More than a hundred pieces of Spanish damascened metalwork, including 22 signed by Zuloaga, have been collected by the British-Iranian scholar and philanthropist Nasser D. Khalili, forming the Khalili Collection of Spanish Damascene Metalwork. Included in these are the Fonthill Casket, a 201 cm iron cassone with gold and silver damascening, decorated with white enamel ornament in black. Its artistic and decorative intent is revealed by it being elaborately decorated on the inside as well as out. Commissioned by Alfred Morrison, it acquired its name from Fonthill manor, Morrison's family home. Zuloaga and his specialists took two years to construct the casket, which was described by The Magazine of Art in 1879 as "a triumph of skilled workmanship". Also commissioned by Morrison are a pair of amphora-shaped urns, 108 cm high, from 1878 whose style imitated the medieval Alhambra vases. Covered in intricate Hispano-Arabic decoration, possibly drawn from contemporary engravings of a specific Alhambra vase, these were exhibited in Paris before delivery to Morrison.

A writing desk dated 1884–1885 has 44 drawers in a wooden case, each with enamelled floral patterns and a damascened metal button-pull. Not a woodworker himself, Zuloaga subcontracted out the preparation of the wood and veneer. A 47.3 cm iron shrine dated 1880 recalls Gothic architecture in its overall shape, but the intricate damascened decoration is more suggestive of Art Nouveau. It contains a cast silver figure of the Virgin and Child in a Gothic style. Other objects signed by Zuloaga include a revolver, snuff boxes, caskets, and containers of various dimensions.

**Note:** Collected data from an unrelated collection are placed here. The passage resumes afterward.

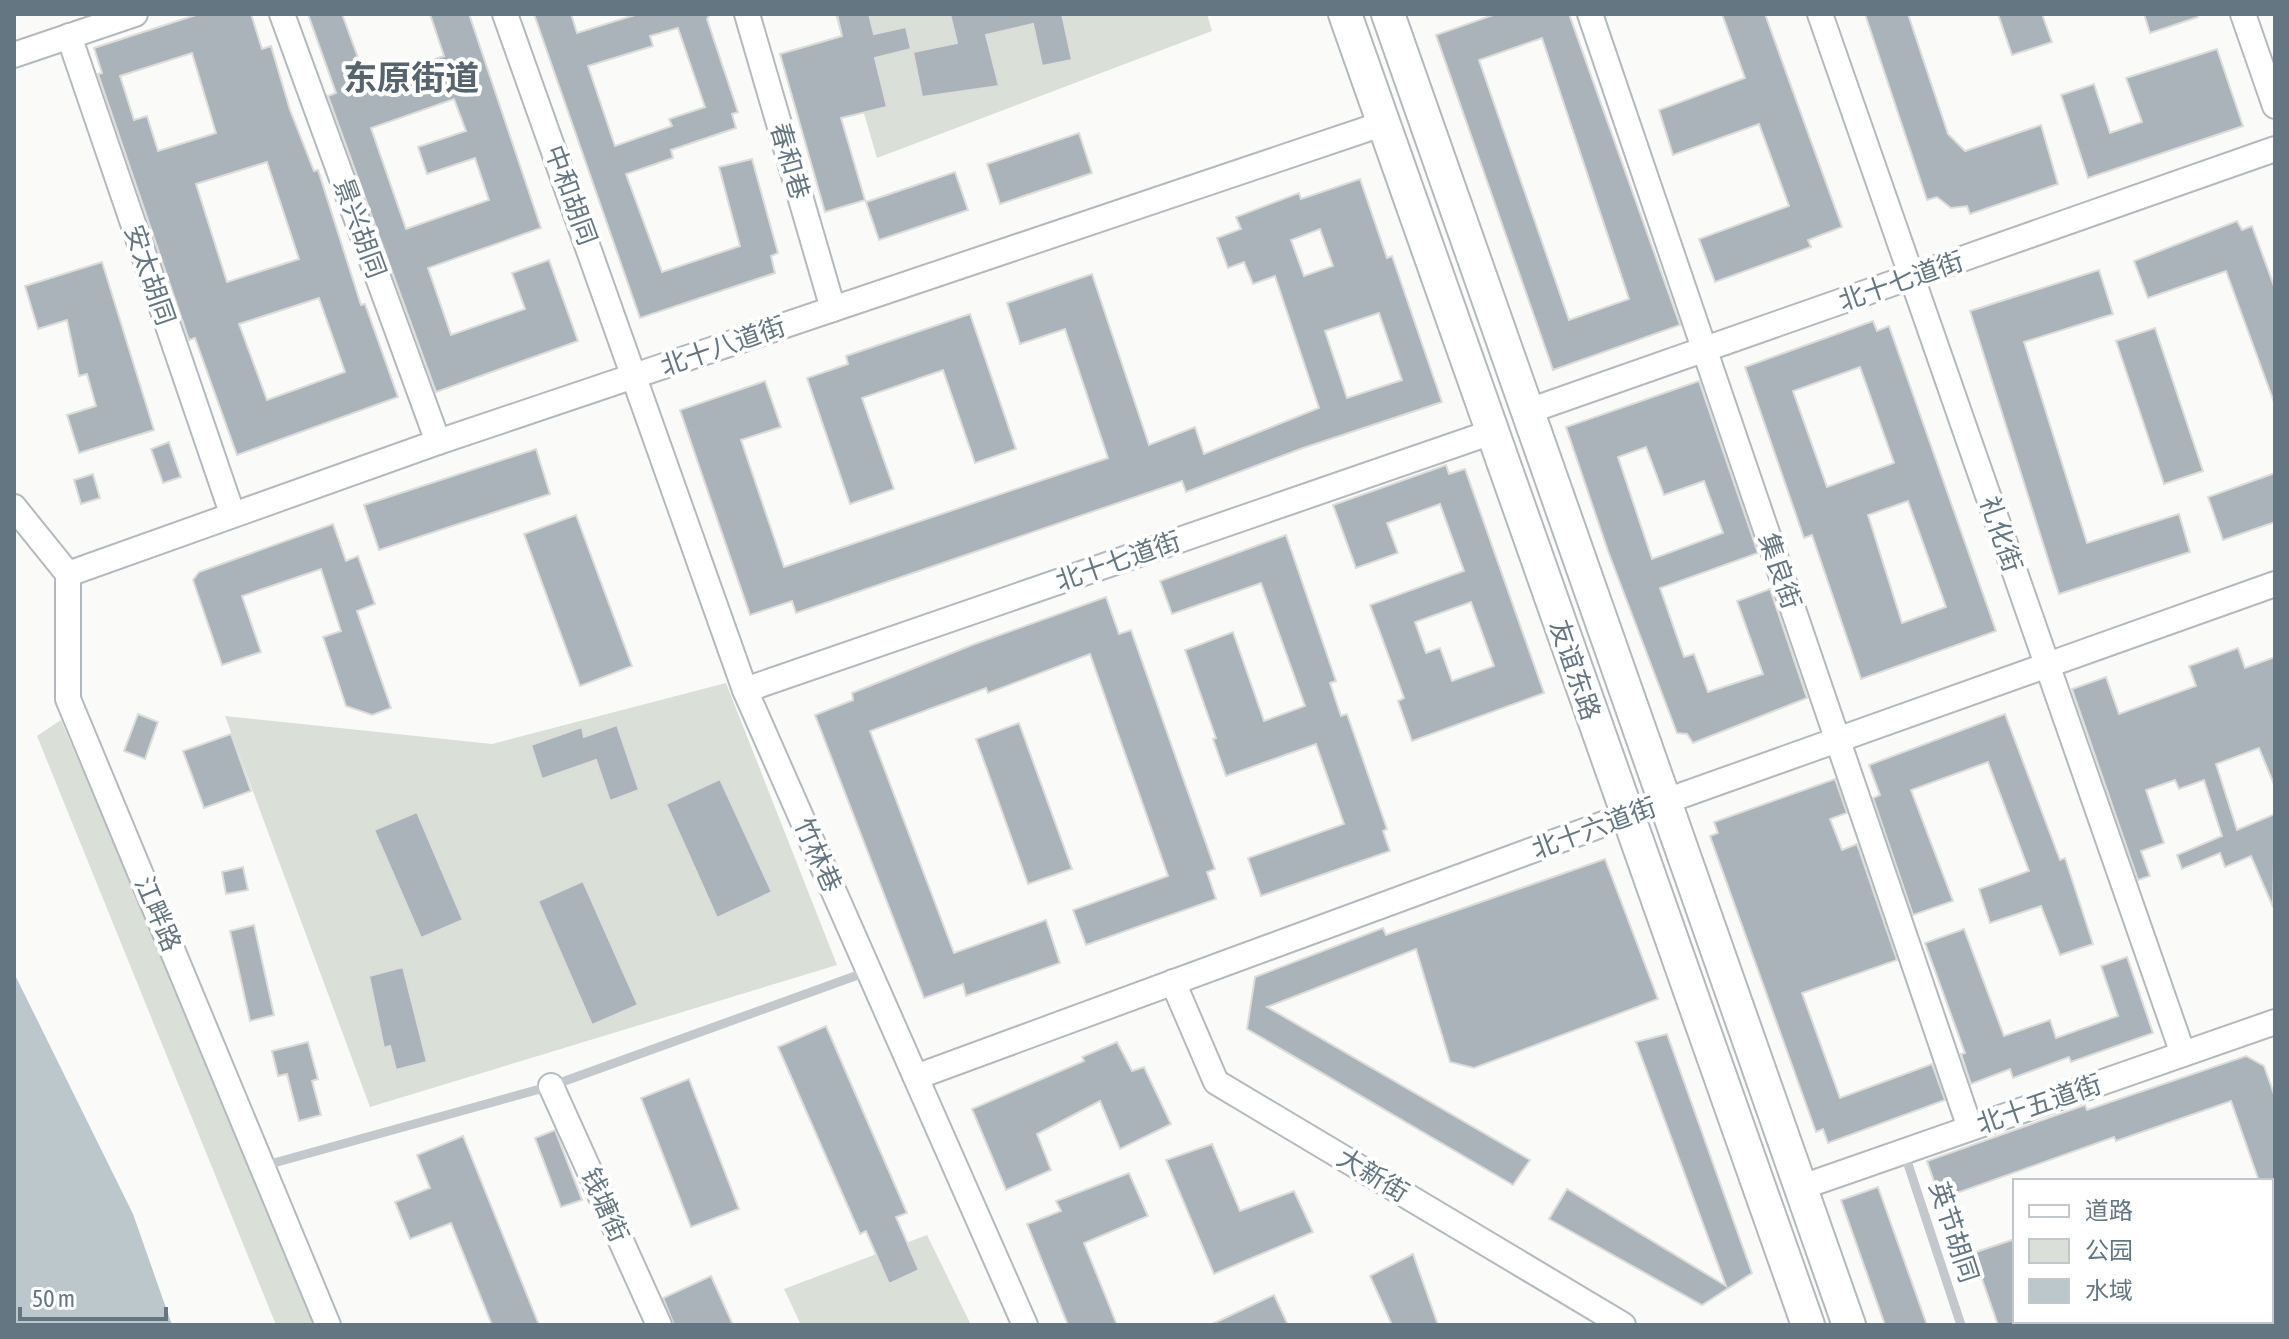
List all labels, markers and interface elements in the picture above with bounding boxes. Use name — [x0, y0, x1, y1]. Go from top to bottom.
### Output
district label: 东原街道 — [343, 58, 479, 97]
street label: 春和巷 — [765, 119, 815, 203]
street label: 中和胡同 — [539, 141, 603, 249]
street label: 景兴胡同 — [328, 174, 392, 282]
street label: 安太胡同 — [119, 221, 181, 329]
street label: 北十七道街 — [1835, 246, 1967, 316]
street label: 北十八道街 — [657, 311, 789, 381]
street label: 礼化街 — [1974, 492, 2028, 576]
street label: 北十七道街 — [1052, 526, 1184, 596]
street label: 集良街 — [1753, 529, 1807, 613]
street label: 友谊东路 — [1544, 616, 1606, 724]
street label: 北十六道街 — [1528, 792, 1660, 864]
street label: 竹林巷 — [788, 813, 848, 897]
street label: 江畔路 — [129, 872, 187, 956]
street label: 北十五道街 — [1973, 1069, 2105, 1139]
street label: 大新街 — [1332, 1142, 1414, 1208]
street label: 钱塘街 — [575, 1163, 635, 1247]
street label: 英节胡同 — [1924, 1178, 1984, 1286]
legend — [2013, 1179, 2273, 1323]
text: 道路 — [2085, 1197, 2133, 1224]
text: 公园 — [2085, 1237, 2133, 1264]
scale bar — [20, 1271, 166, 1321]
text: 水域 — [2085, 1277, 2133, 1304]
text: 50 m — [32, 1285, 75, 1312]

Around 1872, Zuloaga's workshop was commissioned to make the monumental sarcophagus for General Juan Prim. Work began in Eibar, but due to the civil war of 1873 he moved his workshop across to the border to Saint-Jean-de-Luz in France where the work was completed. Prim's tomb now resides in the cemetery at Reus. Around 1900, Zuloaga was commissioned by the Society of Jesus to construct an altar for the Sanctuary of St. Ignatius at Loyola. This was the last major project that he completed, referred to sometimes as his "posthumous" work, although in fact the altar was completed and installed at Loyola in 1909 while he was still alive. It was described by Pedro Celaya in 1981 as "one of the greatest works ... that has been produced in Eibar."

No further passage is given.